Les platonisants font de l’idée de « vérité » le produit d’une « conscience intellectuelle » supérieure à la conscience sensible. — Nous croyons tous, disent-ils, à l’objectivité, à l’existence réelle du monde extérieur ; nous avons donc une conscience intellectuelle qui, en pensant le monde extérieur, l’affranchit de la subjectivité de la conscience sensible et l’érige en vérité. Même à nos propres états de conscience nous attribuons une vérité intrinsèque, qu’ils conserveront dans le passé quand nous nous en souviendrons, et qu’ils possédaient d’avance dans l’avenir, alors qu’ils n’existaient pas encore. Il est vrai, objectivement vrai, que j’ai vu hier la foudre tomber ; et il était vrai que je la verrais, alors même que je ne l’avais pas encore vue. Il y a donc en nous une pensée qui, élevée au-dessus de tous les temps, voit mes états de conscience dans ce qu’ils sont, dans ce qu’ils ont été, dans ce qu’ils doivent être144. — La conscience intellectuelle, la pensée pure, quoique numériquement identique à la conscience sensible, et n’ayant pas par elle-même de contenu particulier, en diffère en ce qu’elle convertit de simples états subjectifs en faits et en êtres qui existent en eux-mêmes et pour tous les esprits : elle est la conscience, non des choses, mais de la vérité ou de l’existence des choses. Cette vérité consiste dans la raison déterminante et explicative des choses, qui permet d’affirmer qu’elles ne sont pas un rêve, mais qu’elles prennent place dans l’ordre universel. Elle constitue le droit des choses à l’existence, par opposition au simple fait d’exister. « Il n’y a aucune science, ajoute-t-on, qui ne parle de ce que les choses sont en elles-mêmes, en dehors de toute perception actuelle. La science présuppose donc l’idée d’une vérité absolue. »
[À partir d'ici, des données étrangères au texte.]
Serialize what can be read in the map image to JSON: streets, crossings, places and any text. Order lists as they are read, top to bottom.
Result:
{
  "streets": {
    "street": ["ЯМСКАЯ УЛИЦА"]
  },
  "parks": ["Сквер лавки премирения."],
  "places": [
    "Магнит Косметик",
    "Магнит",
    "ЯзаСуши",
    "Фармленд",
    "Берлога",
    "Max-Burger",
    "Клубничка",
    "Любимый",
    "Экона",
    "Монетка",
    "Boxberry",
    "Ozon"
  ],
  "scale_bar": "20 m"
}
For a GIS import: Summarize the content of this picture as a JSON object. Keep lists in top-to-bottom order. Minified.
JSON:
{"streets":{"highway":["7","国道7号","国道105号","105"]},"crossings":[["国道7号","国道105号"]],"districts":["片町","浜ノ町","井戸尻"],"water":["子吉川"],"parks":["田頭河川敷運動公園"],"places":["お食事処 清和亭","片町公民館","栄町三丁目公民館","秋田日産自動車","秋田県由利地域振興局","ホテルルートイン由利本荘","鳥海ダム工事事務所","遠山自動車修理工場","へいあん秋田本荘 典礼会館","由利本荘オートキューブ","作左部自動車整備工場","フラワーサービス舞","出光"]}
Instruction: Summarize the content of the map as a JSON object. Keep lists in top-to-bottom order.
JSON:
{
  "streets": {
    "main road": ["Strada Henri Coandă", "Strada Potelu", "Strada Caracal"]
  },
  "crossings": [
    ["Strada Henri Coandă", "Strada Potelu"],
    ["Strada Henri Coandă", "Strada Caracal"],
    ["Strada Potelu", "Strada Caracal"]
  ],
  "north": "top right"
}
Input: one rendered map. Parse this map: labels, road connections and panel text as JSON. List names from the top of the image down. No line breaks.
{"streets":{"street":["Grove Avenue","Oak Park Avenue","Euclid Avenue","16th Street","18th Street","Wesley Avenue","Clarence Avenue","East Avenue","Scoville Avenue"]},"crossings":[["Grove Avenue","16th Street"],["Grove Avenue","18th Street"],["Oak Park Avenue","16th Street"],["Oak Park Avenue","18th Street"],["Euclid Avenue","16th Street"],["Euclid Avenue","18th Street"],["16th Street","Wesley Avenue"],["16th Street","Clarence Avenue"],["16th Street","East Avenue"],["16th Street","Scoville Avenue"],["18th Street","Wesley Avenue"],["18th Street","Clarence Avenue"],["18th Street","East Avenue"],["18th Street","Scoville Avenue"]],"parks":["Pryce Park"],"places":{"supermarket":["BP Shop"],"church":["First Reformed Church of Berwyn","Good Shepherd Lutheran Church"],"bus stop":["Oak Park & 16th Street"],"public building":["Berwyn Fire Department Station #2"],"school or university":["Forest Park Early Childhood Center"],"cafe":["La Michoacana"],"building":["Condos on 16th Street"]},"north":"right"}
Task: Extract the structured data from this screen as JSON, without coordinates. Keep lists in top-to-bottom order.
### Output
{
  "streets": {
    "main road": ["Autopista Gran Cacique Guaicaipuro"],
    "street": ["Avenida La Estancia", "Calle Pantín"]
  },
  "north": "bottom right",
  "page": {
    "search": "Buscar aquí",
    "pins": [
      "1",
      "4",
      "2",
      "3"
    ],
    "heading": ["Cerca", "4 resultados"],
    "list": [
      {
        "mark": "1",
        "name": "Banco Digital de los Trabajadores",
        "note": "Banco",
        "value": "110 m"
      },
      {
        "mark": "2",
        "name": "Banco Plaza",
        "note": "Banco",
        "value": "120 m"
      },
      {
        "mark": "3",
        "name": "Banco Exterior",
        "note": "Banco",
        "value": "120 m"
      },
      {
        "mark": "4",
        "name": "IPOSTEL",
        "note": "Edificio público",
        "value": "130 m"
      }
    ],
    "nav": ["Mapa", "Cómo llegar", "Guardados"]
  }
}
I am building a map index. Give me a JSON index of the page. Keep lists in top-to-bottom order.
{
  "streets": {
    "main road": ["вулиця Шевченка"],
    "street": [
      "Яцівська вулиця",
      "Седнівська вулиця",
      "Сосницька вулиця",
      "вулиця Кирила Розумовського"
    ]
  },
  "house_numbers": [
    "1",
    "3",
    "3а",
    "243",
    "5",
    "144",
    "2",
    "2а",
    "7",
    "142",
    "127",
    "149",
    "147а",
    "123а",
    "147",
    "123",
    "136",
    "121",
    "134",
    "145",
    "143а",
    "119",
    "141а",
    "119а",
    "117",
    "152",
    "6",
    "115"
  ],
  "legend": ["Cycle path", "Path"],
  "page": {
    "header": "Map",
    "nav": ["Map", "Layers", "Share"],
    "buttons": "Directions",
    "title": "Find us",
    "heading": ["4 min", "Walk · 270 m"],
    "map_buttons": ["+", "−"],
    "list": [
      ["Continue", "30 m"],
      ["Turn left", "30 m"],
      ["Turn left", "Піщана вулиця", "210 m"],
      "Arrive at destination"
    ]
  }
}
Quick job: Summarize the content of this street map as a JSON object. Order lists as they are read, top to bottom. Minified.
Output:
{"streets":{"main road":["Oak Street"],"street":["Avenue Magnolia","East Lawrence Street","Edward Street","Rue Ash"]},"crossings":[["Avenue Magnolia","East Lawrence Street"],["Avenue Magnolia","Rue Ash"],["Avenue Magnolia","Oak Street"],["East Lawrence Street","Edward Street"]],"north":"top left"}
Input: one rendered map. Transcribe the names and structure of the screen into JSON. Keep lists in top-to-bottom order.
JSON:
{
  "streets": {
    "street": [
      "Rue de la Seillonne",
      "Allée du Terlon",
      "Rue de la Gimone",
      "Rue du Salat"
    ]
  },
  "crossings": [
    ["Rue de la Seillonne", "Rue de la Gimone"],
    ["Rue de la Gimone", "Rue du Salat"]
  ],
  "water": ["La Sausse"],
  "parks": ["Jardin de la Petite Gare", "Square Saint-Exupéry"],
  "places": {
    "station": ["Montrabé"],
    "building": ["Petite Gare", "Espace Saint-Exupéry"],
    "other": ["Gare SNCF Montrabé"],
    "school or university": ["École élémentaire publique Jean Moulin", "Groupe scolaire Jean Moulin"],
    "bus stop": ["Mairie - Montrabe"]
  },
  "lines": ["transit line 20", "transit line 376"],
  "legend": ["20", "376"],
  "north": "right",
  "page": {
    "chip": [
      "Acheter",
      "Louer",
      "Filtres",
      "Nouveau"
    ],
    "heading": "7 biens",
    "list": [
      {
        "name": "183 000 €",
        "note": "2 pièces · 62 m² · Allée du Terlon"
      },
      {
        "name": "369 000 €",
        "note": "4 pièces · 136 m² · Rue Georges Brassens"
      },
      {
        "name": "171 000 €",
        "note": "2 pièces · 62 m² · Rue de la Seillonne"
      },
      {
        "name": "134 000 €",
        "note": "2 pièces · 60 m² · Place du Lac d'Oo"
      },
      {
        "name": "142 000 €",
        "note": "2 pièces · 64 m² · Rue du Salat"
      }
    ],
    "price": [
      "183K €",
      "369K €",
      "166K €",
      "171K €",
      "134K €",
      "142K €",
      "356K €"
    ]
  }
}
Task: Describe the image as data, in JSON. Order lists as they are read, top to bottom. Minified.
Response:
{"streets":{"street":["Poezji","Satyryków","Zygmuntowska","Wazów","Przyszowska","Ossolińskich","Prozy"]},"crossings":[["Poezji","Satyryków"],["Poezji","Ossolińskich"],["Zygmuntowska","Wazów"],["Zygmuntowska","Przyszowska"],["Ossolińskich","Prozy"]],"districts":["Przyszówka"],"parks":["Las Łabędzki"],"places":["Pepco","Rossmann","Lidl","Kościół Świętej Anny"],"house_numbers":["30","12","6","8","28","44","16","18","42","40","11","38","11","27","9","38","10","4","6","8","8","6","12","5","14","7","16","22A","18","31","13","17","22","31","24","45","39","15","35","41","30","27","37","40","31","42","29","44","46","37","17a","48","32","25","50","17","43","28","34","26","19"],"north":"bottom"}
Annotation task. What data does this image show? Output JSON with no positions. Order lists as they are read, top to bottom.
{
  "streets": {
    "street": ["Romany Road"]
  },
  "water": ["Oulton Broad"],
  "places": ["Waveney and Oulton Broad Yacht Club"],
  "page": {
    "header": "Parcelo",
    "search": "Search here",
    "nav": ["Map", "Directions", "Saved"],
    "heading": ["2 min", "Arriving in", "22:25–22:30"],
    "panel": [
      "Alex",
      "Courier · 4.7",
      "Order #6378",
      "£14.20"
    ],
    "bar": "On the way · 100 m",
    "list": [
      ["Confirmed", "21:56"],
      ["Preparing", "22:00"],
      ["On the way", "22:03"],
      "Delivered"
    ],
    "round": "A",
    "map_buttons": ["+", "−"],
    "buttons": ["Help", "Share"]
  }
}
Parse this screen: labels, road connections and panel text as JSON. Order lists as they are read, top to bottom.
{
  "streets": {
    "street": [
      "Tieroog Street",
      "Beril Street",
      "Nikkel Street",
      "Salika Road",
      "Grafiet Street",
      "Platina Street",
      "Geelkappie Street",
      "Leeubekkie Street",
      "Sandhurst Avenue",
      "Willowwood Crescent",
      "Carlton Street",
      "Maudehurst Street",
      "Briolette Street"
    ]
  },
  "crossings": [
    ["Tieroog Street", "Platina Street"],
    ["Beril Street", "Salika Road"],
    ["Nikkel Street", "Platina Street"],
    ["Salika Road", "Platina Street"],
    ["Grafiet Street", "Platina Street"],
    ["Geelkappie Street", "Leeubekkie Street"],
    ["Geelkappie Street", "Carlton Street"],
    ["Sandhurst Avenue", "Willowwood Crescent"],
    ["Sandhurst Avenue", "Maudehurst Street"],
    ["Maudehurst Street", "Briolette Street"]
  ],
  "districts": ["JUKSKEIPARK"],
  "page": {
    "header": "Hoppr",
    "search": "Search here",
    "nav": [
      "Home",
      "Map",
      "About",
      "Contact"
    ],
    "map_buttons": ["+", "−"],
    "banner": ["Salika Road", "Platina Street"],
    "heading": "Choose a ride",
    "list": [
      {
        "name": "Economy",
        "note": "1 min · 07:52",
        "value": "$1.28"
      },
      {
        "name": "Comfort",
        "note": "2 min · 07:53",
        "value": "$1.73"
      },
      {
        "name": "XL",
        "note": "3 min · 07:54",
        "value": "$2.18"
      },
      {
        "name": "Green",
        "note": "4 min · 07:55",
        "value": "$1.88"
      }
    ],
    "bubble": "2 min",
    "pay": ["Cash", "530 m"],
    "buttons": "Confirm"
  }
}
A cette théorie nous répondrons d’abord que, si la science se place en dehors de toute perception actuelle, elle ne se place pas en dehors de toute perception possible. Quand je dis que la terre tourne autour du soleil, malgré ma perception actuelle, je veux dire que, si j’occupais dans l’espace un point fixe, à une assez grande distance du soleil et de la lune, je percevrais le mouvement de la terre autour du soleil. Je ne me place pas pour cela au point de vue d’une conscience pure concevant l’absolu ; je me place au point de vue de relations autres que celles où, actuellement, ma perception est engagée.

— Mais le psychologue empiriste, continue-t-on, parle lui-même de ce qui se passe dans sa propre conscience « comme de quelque chose de vrai en soi, et qu’il désire voir admis comme tel par tout le monde, y compris moi-même » ; il se place donc et me place avec lui au point de vue de l’absolu, au moment même où il prétend m’en exclure. — Non pas ; il se place au point de vue d’une relation possible et conditionnelle : s’il était à ma place, il sentirait ce que j’ai senti, et, si j’étais à sa place, si je faisais les observations et raisonnements qu’il fait, je penserais comme lui. L’absolu n’est ici qu’une identité de relations. Dire : il est absolument vrai que je sens la faim, c’est dire : un autre que moi, placé exactement dans les mêmes relations que moi, sentirait la faim. Il participerait, non au même absolu, mais à la même relativité, subirait les mêmes relations et les mêmes phénomènes. Cette relativité, nous l’universalisons. Nous disons que tout être sentant, identique à nous, et dans les mêmes relations que nous, aurait faim : c’est cette universalité qui donne un air d’absolu à notre affirmation d’une relativité radicale, s’étendant à tous les êtres hypothétiquement pensés comme identiques à nous. Elle résulte simplement de notre impuissance à concevoir qu’un être comme nous, placé dans les mêmes conditions, puisse sentir autrement que nous ; les données étant les mêmes, nous ne pouvons pas supposer une autre solution ni sortir de notre propre expérience. L’absolu est donc ici tout négatif. Ce qui est positif, c’est notre affirmation des mêmes relations, fondée sur la loi d’identité, forme essentielle de notre conscience, en dehors de laquelle, par conséquent, nous ne pouvons rien concevoir. Loin donc de nous dépasser nous-mêmes, nous sommes enfermés en nous et ne pouvons-nous figurer l’universel que sur le type de notre expérience particulière en des relations supposées identiques. Nous tournons sur nous-mêmes comme une porte sur ses gonds. L’universel est l’expansion indéfinie du moi, avec le signe non-moi, qui n’exclut pas : semblable à moi.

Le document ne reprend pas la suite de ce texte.